Çoğunluk müctehitlere göre, kız belli bir erkeğe sözlenmedikçe, araya başka dünürcülerin girmesi caizdir. Delil; Fatıma binti Kays (r. anha)'yı, kocası boşayıp, iddetini tamamladıktan sonra üç kişi istemiştir. Bunlar; Muaviye (ö. 60/679), Ebü Cehm b. Huzafe ve Usame b. Zeyd idi. Fatıma (r. anha), Allah'ın elçisine istişare için başvurmuş ve kendisine Allah elçisi şöyle buyurmuştur: "Ebu Cehm sopasını omuzundan indirmez. Muaviye malı olmayan bir fakirdir. Sen Usame ile evlen." (Müslim, Fiten, 119; İbn Hanbel, VI, 373, 417) Bu hadis, bir kadının, evlenme kararı vermezden önce birden çok erkek tarafından istenmesinin caiz olduğunu gösterir.
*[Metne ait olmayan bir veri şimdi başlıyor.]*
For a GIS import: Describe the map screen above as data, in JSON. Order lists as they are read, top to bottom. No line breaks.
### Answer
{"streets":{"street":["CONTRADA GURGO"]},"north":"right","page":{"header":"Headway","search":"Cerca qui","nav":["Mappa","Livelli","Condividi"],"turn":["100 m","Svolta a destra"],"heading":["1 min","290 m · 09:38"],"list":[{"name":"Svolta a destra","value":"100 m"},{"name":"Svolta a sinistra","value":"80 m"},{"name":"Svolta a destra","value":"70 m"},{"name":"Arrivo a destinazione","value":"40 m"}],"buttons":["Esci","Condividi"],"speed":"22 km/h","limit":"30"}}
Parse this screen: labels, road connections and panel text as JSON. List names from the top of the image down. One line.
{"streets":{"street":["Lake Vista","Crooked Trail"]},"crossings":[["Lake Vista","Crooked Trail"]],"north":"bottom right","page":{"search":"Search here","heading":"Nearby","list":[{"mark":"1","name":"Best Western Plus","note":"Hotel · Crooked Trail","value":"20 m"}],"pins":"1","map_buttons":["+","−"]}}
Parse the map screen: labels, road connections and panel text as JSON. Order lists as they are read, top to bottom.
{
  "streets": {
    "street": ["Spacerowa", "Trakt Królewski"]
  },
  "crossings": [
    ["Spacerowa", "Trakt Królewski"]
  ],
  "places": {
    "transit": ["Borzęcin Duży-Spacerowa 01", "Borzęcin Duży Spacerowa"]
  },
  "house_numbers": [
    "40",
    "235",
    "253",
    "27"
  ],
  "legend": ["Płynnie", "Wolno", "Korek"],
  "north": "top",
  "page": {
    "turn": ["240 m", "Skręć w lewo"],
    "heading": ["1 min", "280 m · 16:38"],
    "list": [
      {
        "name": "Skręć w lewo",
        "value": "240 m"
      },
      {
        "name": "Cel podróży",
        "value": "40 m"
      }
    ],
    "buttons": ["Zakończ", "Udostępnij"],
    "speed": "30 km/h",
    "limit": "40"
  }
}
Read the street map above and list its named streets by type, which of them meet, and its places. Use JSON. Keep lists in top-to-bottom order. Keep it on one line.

Ancak burada kadını isteyen birden çok kimselerin birbirinden habersiz olmaları muhtemeldir. İslam dostluk ve sevgi bağlarının devamım ister, aynı kadını isteyen birden fazla mü'min erkeğin arasına, kadın yüzünden kin ve fesadın girmesini uygun bulmaz. Bu nedenle, bir erkek tarafından dünürcü gönderildiği bilinen bir kadına, bu dünürcülüğün sonucu belli oluncaya kadar, başka bir erkeğin araya girmesi fitneye yol açabilir. Mü'minlerin böyle bir durumdan sakınması gerekir. Durum böyle olunca, nişanlı kızın nişanını bozdurarak veya evli kadının yuvasını yıkarak evlenmeye çalışmanın mü'mini daha ağır bir sorumluluk altına soktuğunda şüphe yoktur.